━━ DATA TO EXAMINE

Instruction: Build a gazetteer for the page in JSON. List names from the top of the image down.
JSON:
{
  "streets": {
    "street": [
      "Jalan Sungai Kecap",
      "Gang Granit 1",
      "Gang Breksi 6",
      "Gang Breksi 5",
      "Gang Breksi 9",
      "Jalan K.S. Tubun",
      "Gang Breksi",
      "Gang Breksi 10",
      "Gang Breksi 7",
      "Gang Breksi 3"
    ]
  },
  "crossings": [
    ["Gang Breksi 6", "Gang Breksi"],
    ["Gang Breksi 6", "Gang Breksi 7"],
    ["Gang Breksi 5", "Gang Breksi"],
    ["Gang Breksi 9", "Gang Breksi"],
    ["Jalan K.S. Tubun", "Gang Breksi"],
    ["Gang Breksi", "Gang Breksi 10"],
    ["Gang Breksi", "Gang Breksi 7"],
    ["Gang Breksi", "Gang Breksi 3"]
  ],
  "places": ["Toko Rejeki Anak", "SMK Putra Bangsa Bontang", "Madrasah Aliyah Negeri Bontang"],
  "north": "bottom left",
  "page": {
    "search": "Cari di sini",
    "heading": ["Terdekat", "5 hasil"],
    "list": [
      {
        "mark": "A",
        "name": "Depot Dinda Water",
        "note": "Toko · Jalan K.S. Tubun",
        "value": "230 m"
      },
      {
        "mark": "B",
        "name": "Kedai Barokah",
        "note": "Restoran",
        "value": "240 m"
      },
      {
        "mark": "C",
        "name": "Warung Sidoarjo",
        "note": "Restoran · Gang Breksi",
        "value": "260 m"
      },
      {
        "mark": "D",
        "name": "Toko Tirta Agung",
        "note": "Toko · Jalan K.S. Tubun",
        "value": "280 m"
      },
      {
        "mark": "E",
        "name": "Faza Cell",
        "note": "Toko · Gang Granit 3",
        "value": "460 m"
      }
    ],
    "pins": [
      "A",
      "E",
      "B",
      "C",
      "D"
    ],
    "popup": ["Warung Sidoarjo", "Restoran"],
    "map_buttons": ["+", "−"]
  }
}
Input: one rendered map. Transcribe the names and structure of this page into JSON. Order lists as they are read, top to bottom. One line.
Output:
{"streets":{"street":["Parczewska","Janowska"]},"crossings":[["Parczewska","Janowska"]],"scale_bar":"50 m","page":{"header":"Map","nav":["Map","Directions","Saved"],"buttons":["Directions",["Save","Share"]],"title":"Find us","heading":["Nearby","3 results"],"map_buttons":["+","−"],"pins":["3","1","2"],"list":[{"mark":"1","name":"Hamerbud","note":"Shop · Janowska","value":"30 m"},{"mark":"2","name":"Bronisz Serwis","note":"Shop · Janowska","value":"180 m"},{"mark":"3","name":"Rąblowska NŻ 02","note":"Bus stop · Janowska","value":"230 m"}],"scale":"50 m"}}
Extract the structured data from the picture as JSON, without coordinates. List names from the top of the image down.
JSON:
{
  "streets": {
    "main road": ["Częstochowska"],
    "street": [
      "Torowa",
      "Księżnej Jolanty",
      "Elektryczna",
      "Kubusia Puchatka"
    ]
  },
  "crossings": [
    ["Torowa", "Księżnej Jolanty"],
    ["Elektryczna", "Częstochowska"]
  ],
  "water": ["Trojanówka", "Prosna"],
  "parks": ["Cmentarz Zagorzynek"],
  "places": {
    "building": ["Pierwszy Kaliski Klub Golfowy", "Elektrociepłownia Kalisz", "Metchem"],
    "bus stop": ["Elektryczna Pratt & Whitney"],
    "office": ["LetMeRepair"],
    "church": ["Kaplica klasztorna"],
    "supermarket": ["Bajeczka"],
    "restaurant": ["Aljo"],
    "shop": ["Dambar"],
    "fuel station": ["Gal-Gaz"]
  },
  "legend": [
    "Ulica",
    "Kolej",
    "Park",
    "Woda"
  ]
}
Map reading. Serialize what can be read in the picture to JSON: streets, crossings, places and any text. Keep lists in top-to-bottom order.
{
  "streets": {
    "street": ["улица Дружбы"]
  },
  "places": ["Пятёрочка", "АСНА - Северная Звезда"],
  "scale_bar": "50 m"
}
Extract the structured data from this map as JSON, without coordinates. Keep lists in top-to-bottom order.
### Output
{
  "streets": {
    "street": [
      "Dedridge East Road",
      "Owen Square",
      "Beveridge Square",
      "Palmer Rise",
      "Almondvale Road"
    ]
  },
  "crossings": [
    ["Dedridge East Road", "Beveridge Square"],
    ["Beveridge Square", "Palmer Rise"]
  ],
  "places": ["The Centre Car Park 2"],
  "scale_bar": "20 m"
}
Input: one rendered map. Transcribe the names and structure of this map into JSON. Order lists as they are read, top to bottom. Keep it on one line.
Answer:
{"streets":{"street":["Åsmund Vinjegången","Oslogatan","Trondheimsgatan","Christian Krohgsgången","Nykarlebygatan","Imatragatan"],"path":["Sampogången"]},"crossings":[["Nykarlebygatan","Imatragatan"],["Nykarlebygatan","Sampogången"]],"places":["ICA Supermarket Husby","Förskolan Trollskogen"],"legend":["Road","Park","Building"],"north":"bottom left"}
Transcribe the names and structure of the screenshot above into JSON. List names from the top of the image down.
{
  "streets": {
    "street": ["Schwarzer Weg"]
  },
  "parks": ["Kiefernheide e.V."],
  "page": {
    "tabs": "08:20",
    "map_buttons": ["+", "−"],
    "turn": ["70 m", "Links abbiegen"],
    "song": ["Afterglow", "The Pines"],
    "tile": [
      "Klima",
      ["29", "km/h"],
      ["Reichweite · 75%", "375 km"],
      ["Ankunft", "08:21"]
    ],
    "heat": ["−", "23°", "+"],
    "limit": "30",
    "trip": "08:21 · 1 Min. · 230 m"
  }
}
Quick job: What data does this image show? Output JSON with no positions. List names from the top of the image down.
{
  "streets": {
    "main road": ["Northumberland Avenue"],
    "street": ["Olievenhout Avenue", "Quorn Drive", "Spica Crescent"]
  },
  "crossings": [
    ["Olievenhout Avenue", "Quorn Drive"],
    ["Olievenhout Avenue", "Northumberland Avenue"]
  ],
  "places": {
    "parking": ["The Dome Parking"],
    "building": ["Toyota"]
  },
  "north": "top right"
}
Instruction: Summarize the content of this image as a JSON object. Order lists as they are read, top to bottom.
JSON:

━━━━

• [REQUIRED WORK]: Show every line of the data that includes the string "rendered".

• [ANSWER AREA]:
Input: one rendered map. Transcribe the names and structure of this page into JSON. Order lists as they are read, top to bottom. One line.
Input: one rendered map. Transcribe the names and structure of this map into JSON. Order lists as they are read, top to bottom. Keep it on one line.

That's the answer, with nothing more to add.